Data Governance for Dummies: Your Questions, Answered
By Jim Barker
Published on February 17, 2023
Attendance was high, as were the number of excellent questions. In this blog, I’ll address some of the questions we did not have time to answer live, pulling from both Dr. Reichental’s book as well as my own experience as a data governance leader for 30+ years. Enjoy!
Can you have proper data management without establishing a formal data governance program?
Yes, it is possible to have data management without data governance. Reichental describes data governance as the overarching layer that empowers people to manage data well; as such, it is focused on roles & responsibilities, policies, definitions, metrics, and the lifecycle of the data. In this way, data governance is the business or process side. You could visualize data governance and data management as two sides of the same coin; while one side specifies the business details, the other implements the control.

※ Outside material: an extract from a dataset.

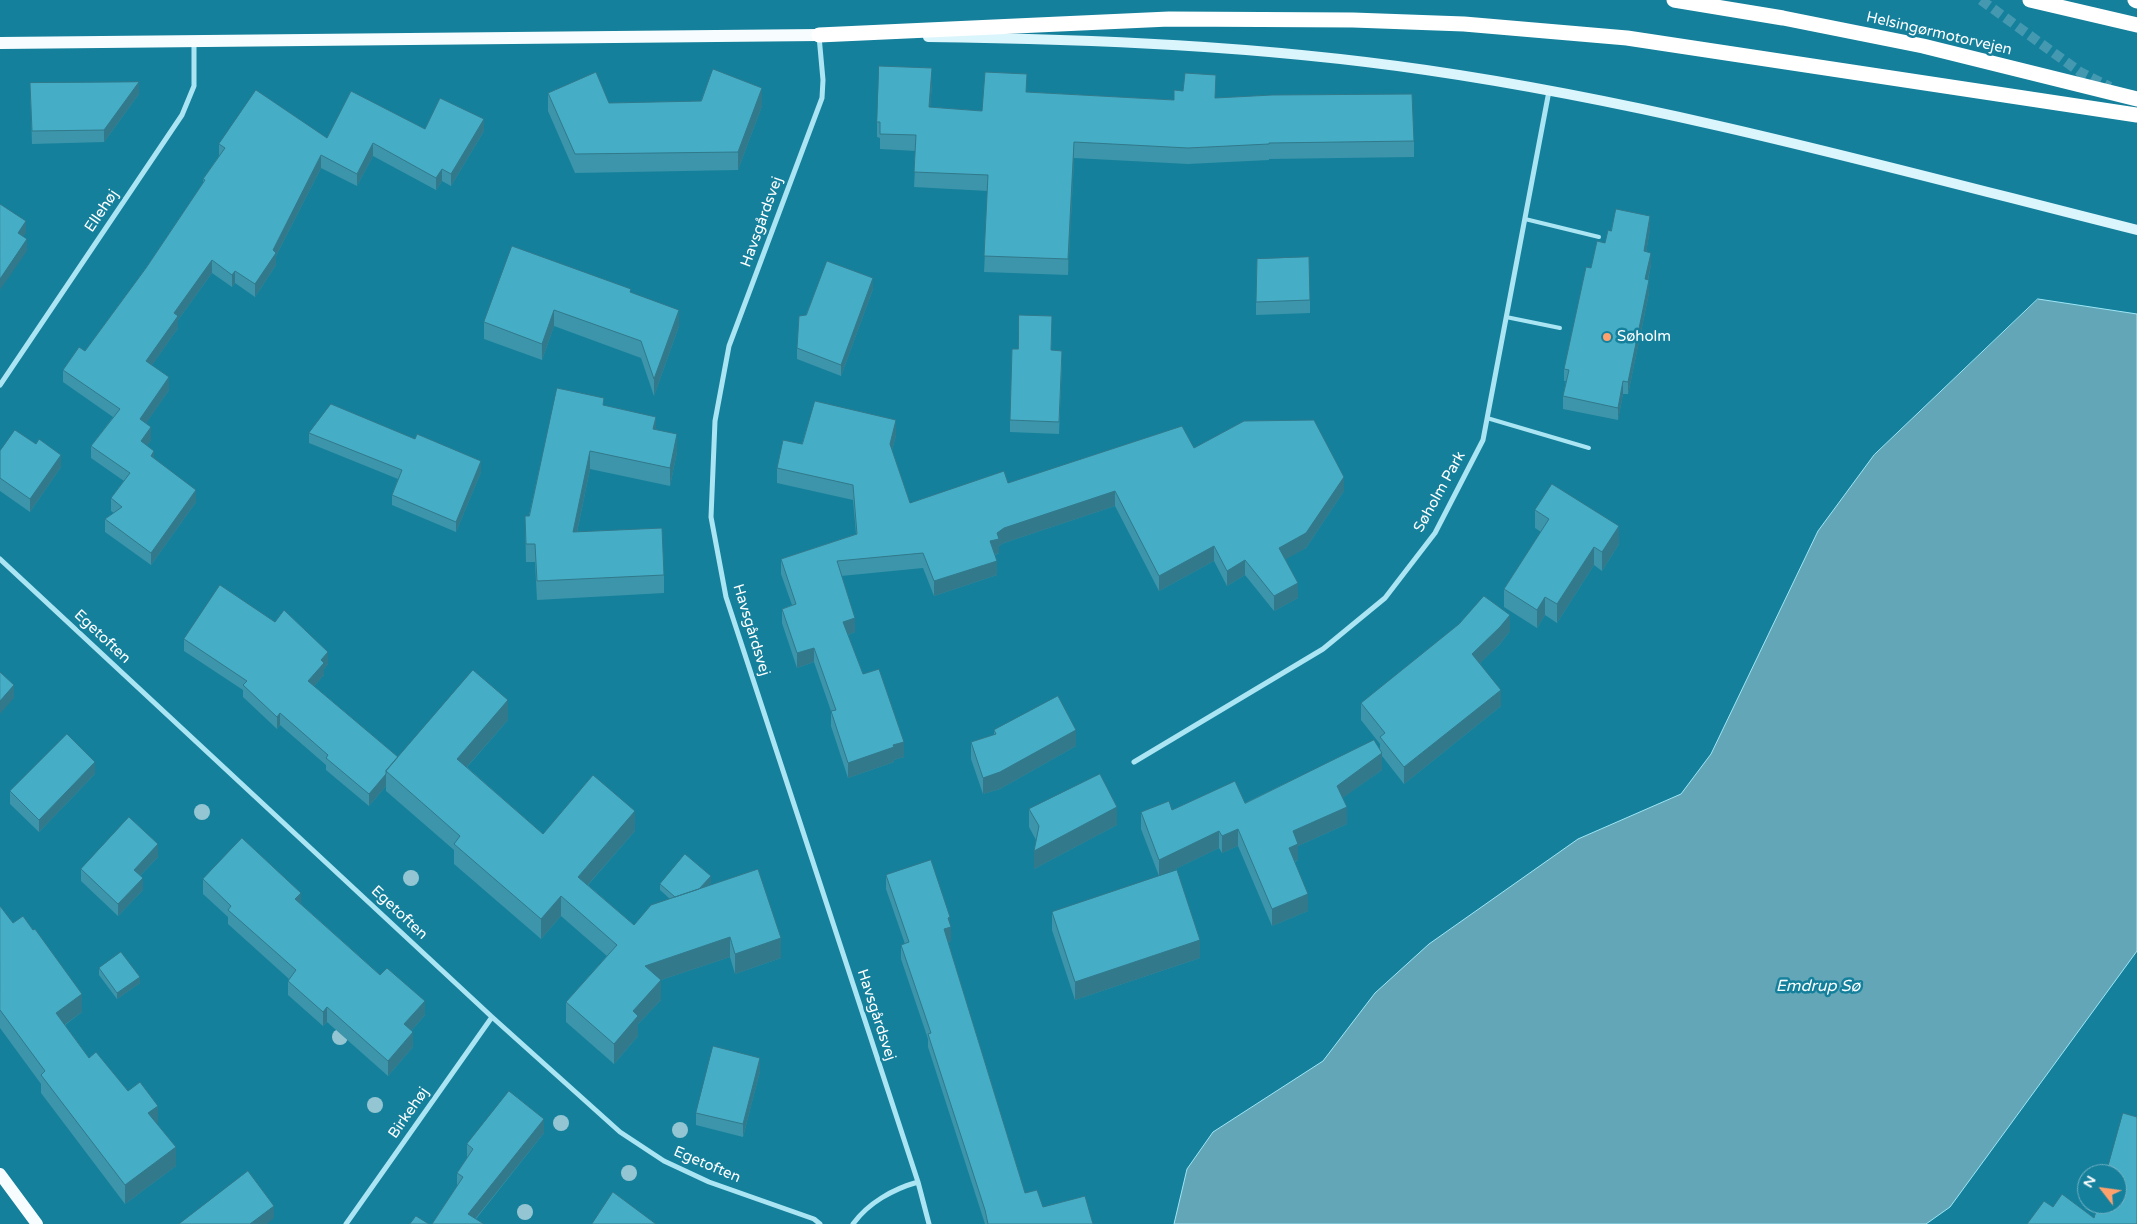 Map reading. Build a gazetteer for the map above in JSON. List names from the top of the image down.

While it is possible to implement just the technical side, you will miss many aspects that lead to real success with data. For this reason, your data program will benefit from bringing data governance and data management together.

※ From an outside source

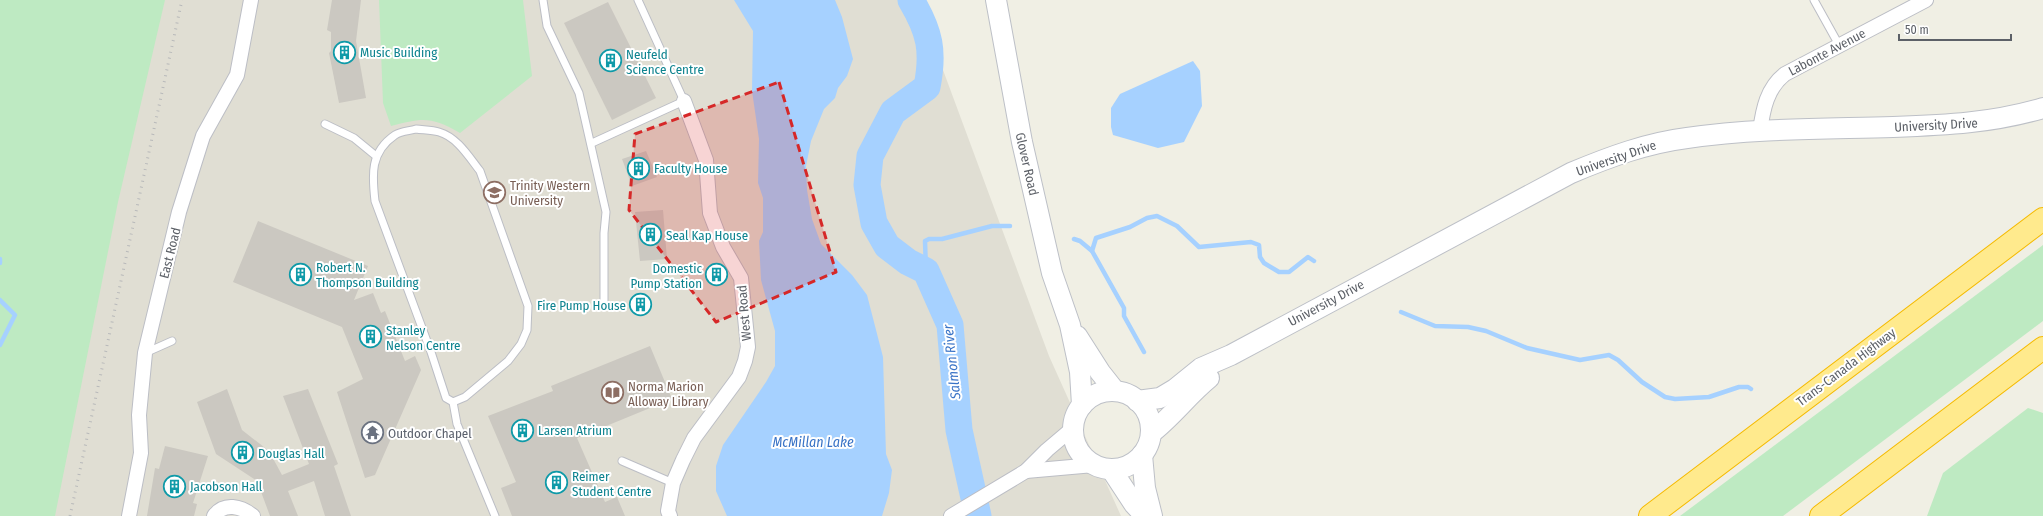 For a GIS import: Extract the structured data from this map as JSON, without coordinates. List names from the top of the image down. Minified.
{"streets":{"highway":["Trans-Canada Highway"],"street":["Labonte Avenue","University Drive","Glover Road","East Road","West Road"]},"crossings":[["Labonte Avenue","University Drive"],["University Drive","Glover Road"]],"water":["Salmon River","McMillan Lake"],"places":{"building":["Music Building","Neufeld Science Centre","Faculty House","Seal Kap House","Robert N. Thompson Building","Domestic Pump Station","Fire Pump House","Stanley Nelson Centre","Larsen Atrium","Douglas Hall","Reimer Student Centre","Jacobson Hall"],"school or university":["Trinity Western University"],"library":["Norma Marion Alloway Library"],"temple":["Outdoor Chapel"]},"scale_bar":"50 m"}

Our organization is struggling with the guardrails between the data governance and management concepts. What frameworks and operating models have you seen work well?
The firms that get data governance and management “right” bring people together and leverage a set of capabilities: (1) Agile; (2) Six sigma; (3) data science; and (4) project management tools.
Establishing a solid vision and mission is key. The overall program should set a 2-year vision, mission, and goals, and then focus on execution, measuring progress along the way. The data governance team should define the policies, needed controls & reports and work with the technical staff (who are more data management-centric) to build these out. This is how you can better align data governance and data management by having a ‘one-team’ mindset as you work together, with a shared focus on results.
Assessing roles and responsibilities is also critical. Many shops find that recognizing staff as business data stewards (business resources) and technical data stewards (IT resources) will make all the difference as you build out that partnership.
Be sure to celebrate your shared successes as you work together, focusing less on guardrails and more on common accomplishments.
What are your thoughts on policy ownership? Should data governance own everything? Which policies are critical to be owned by data governance versus, say, info sec (as an example)?
When building out policies, the first thing to do is define how you are going to collect data, and specify ownership. Don’t get too wrapped up in what department owns what policy to start. Consider governance as the collector of policies. Then consider each specific policy and ask, with each team’s remit, “Who should own this policy?” Collect your answers and store them in a centrally accessible place. One big mistake firms often make is storing policies across many tools.
A smart data governance team will start by defining their approach to collection and compliance, then defining the policy on policies. After, assign the writing of the policy, and potentially add an oversight board to approve policies and store them centrally.
How do you get executives to understand the value of data governance?
Seeing is believing! I recommend two things. First, document your successes of good data, and how it happened. Share stories of data in good times and in bad (pictures help!). Your ability to share a narrative with specifics will help to promote the idea of governance as a business enabler; it will also help you align teams around governance to move forward.
Second, think like an executive. What do they care about? Discussing time-to-value, the ROI of good data use, sales growth, and cost reductions are a great set of examples to use and build confidence in your governance program. Executives like pictures, especially those which can be tied back to bottom-line results. In one shop we built out one story for each function and used that to gain support and propel the idea of data governance forward.
IT, at times, may seem to think that they drive data governance. And for good rason: many data governance jobs postings seek skills like Python, programming skills, etc. Yet data governance roles demand much more than programming. A governance leader must align data and business teams – and recruiters would be wise to seek this skillset.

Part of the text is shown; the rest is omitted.